Oh, those silly senators and their 40-hour talkathons! After two straight days of trying to overcome Democratic filibusters on three Bush judicial nominees, Republicans ended up with two more Bush nominees filibustered. Oh, the irony! I pulled an all-nighter last week and got a B in my bio midterm. Senate Republicans pull two all-nighters and get even more of their President’s judicial nominees blocked. Hmmm I know the analogy isn’t very good, but still, somewhere the logic just doesn’t add up. Who’s at fault here? I don’t know everything about the six conservative nominees that the Democratic senators blocked from a confirmation vote, but I do know that former Republican presidents have nominated conservative judges, and Democrats were still able to reject their nomination by a full Senate vote (remember Robert Bork?).But if there are lessons to be learned from this political situation, then I would guess it would be these three:
1) If Republicans do decide to stage all-night debates and use taxpayers’ money to fund them, couldn’t they discuss a more pressing topic like, say, our billions of dollars in deficit, the faltering economy and rising health care coverage, and, that little thing in the Middle East called the War on Terrorism?

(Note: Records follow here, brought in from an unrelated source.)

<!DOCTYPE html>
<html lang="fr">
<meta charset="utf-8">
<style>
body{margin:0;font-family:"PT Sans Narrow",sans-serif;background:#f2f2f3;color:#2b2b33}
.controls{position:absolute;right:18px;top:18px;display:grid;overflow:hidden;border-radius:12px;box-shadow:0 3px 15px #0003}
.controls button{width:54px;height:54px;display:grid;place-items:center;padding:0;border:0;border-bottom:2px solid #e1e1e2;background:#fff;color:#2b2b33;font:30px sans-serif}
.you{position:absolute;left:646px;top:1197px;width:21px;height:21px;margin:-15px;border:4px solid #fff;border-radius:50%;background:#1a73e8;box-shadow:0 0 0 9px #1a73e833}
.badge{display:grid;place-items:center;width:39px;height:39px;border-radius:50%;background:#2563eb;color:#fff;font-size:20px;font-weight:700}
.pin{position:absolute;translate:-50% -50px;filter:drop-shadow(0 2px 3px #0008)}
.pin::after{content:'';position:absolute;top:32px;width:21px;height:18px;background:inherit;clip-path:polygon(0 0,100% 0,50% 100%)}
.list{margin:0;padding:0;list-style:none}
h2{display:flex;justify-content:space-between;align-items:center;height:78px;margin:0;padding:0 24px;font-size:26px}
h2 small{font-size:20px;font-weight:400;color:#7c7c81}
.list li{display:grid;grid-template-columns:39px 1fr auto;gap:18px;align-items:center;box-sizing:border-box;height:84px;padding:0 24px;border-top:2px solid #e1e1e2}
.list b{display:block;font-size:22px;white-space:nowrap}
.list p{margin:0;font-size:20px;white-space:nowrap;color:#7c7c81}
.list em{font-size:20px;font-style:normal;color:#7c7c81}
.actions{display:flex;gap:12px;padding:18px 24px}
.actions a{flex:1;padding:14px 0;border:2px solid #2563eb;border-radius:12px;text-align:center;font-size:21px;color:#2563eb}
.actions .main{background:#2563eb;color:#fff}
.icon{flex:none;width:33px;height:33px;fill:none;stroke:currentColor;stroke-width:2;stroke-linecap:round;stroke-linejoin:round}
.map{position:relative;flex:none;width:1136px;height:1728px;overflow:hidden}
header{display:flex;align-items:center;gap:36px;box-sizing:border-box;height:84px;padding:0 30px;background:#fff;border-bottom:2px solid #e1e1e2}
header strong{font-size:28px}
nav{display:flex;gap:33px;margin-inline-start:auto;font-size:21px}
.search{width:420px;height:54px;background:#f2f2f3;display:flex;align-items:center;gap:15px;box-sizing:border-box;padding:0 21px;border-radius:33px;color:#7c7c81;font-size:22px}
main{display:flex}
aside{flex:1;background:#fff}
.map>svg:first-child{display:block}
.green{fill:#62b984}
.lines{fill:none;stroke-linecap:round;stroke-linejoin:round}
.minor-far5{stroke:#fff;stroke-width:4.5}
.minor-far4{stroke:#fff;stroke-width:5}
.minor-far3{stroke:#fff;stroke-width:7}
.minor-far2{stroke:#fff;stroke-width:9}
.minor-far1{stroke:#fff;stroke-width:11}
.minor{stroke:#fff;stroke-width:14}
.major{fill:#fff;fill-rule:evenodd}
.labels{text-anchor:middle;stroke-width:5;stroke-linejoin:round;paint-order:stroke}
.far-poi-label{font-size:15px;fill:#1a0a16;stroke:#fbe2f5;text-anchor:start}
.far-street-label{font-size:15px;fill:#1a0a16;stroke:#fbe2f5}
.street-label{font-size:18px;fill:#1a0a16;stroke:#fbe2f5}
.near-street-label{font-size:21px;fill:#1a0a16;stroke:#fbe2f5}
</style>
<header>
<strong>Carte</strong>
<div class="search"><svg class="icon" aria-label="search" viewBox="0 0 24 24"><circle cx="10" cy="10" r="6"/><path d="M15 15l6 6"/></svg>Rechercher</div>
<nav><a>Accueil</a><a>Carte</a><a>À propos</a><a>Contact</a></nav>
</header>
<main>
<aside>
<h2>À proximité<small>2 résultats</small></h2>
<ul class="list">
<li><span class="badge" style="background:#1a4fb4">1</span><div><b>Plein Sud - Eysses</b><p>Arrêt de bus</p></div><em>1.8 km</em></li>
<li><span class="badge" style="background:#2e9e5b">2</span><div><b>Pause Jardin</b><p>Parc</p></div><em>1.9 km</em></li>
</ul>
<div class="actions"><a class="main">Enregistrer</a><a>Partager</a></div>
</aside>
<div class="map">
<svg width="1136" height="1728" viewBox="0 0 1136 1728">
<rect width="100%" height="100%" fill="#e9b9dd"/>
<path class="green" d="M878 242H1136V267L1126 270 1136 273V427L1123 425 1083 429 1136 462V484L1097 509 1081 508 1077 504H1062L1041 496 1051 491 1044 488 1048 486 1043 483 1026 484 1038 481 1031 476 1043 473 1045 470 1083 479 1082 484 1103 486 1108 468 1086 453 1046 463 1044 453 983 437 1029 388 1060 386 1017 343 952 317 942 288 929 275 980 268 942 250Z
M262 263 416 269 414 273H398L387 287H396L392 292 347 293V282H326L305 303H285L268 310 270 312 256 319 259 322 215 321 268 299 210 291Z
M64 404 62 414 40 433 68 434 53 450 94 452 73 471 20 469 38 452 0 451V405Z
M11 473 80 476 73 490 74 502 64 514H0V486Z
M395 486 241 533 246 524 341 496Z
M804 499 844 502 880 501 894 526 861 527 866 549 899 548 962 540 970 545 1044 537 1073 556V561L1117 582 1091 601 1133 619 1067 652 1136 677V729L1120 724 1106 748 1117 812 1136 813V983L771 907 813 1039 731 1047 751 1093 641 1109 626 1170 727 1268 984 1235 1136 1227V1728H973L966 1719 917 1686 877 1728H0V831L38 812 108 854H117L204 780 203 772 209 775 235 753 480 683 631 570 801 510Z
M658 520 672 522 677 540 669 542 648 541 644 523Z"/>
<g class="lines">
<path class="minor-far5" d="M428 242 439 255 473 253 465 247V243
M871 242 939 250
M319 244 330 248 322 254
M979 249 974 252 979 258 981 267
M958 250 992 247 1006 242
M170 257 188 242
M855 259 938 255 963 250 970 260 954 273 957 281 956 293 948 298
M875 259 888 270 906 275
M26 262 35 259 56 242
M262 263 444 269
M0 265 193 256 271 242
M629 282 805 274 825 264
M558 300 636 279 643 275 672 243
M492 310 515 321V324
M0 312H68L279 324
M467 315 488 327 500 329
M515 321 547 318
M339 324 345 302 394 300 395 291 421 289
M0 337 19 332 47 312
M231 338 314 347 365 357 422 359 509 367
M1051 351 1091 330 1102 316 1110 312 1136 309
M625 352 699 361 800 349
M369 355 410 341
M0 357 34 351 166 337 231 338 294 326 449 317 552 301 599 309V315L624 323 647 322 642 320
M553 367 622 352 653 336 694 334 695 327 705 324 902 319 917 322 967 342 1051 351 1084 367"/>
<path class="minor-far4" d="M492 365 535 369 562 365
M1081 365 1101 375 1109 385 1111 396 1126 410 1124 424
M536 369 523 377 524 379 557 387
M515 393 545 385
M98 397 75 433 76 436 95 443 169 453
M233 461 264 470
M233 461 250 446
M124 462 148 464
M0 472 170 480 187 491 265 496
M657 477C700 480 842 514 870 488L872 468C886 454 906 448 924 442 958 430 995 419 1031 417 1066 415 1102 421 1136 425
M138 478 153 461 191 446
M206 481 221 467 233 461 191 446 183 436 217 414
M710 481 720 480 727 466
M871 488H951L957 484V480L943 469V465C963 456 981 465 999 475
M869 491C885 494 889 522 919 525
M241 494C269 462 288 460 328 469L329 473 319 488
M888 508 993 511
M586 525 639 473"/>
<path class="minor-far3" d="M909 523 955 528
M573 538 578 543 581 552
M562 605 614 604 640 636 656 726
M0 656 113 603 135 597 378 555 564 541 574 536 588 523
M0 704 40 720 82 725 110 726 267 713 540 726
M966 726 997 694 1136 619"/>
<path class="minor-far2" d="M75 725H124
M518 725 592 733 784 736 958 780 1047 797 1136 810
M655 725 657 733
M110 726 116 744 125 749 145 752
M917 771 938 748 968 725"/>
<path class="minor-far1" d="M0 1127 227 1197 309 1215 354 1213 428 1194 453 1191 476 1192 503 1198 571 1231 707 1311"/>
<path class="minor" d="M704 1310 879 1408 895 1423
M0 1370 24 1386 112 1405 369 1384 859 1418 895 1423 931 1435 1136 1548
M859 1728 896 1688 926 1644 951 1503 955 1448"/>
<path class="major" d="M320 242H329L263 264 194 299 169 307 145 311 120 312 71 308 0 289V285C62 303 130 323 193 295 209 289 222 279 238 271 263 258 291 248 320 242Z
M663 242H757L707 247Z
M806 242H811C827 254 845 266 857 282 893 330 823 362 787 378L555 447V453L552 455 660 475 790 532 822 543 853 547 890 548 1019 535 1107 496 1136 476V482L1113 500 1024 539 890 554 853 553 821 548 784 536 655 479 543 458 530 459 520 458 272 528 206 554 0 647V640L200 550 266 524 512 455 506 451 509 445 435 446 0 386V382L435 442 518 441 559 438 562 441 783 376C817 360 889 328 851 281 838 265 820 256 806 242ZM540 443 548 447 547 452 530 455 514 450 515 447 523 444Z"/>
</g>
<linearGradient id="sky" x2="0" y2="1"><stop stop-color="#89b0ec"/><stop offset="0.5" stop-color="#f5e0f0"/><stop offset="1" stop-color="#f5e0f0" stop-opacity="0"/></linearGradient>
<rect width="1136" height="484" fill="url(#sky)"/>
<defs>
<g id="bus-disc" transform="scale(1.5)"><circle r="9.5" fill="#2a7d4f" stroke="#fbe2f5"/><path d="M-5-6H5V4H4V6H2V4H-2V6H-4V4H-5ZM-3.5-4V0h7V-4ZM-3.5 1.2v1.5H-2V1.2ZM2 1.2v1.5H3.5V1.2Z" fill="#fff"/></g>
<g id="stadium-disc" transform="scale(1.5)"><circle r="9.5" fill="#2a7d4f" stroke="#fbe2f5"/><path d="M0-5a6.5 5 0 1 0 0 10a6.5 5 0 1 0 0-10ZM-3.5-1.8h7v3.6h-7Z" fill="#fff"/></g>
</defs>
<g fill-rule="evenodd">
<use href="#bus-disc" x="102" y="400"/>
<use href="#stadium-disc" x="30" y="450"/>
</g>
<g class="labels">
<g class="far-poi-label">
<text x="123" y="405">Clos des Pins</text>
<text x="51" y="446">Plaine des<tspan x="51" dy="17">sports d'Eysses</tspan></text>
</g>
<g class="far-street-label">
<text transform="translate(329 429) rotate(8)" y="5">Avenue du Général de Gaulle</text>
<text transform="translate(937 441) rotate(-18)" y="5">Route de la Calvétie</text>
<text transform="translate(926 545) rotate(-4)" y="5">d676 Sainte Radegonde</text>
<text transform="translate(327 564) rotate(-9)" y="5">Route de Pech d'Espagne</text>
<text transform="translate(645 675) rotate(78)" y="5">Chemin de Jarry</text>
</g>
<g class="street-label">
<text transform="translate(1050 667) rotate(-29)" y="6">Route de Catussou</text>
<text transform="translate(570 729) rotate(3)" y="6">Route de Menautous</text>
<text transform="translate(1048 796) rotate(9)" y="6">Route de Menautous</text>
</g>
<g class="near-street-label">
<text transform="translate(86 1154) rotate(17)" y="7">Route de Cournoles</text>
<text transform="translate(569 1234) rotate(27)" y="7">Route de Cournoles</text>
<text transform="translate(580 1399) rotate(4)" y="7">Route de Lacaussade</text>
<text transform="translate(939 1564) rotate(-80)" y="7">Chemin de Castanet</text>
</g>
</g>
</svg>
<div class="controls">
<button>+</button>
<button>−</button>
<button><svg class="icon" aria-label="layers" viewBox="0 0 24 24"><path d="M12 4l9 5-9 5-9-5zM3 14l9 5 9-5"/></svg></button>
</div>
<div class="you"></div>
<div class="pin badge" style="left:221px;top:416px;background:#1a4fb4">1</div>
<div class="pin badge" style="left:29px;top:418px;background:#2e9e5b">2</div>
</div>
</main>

2) As much as I hate to say it, Democrats are pushing the Constitutional boundaries in blocking these judicial nominees, and their reasons are wearing thin on the entirely “ideological” debate. They’ve already approved 162 of Bush’s 168 nominees, but these six are different mainly because they’ve been nominated to the higher appellate courts. Democrats are playing partisan politics here.
3) All the talk from Senate Republicans that this type of filibuster is unconstitutional and should be resolved in the Supreme Court (as one Senator Lindsay Graham did threaten) means nothing. It ain’t gonna happen.The filibuster, as old as the 19th century politicians who realized the loophole in the Senate rules to allow it, has become a staple of Congressional obstruction. Every senator uses the filibuster to talk any issue to death that they don’t want to come to vote. Even Jimmy Stewart used it in Mr. Smith Goes to Washington to heroically battle corrupt senators. Senators will never allow filibustering to completely disappear as long as they can use it. It won’t be changed in the Senate rules. For the first time, Democrats are using filibusters to block judicial nominees. Perhaps it is just the Republicans complaining about their slim majority in the Senate and about how they’re worried about the direction of swing votes of moderate Democrats. The Republicans needed 60 votes to break a filibuster—they only have 51 senators—though they do have enough representation to confirm a judge in the absence of a filibuster. But they are right that the Democrats are setting a bad precedent in filibustering judicial nominees, for in the future it might be a Democratic president who finds his judicial confirmations bottlenecked in the Senate by malevolent Republicans.Majority rule is the basis for democracy in America.
The minority still is represented in the government, but it is the majority that prevails. Article II, Section 2 of the U.S. Constitution calls for the advice and consent of only a simple majority of the Senate to confirm a presidential appointee. The Democrats have already created a precedent that judges, albeit from the appellate court, can have their confirmation blocked through filibustering. In the future, however, this could lead to more partisan politics where department appointees, ambassadorships, and higher court appointees, particularly to the Supreme Court, find their confirmation logrolled through all sorts of Senate rules. The U.S. government definitely doesn’t need these positions vacant for long periods of time.
What do I say to solve this issue then? Democrats need to lay off the filibusters on nominees, and try to round up actual votes against the candidate on the floor instead. The Constitution needs to be preserved, especially while John Ashcroft is still attorney general. This will actually make the Democrats’ power in the Senate seem tangible and give the press the impression that they are still a viable force in the Senate. After this, Republicans in the Senate can actually continue with more pressing and important issues, instead of pissing away $82,000 an hour in taxpayers’ money on vapid debates like this. Then everyone in Washington will be happy, at least until Howard Dean gets the Democratic Presidential Nomination—then all hell breaks loose.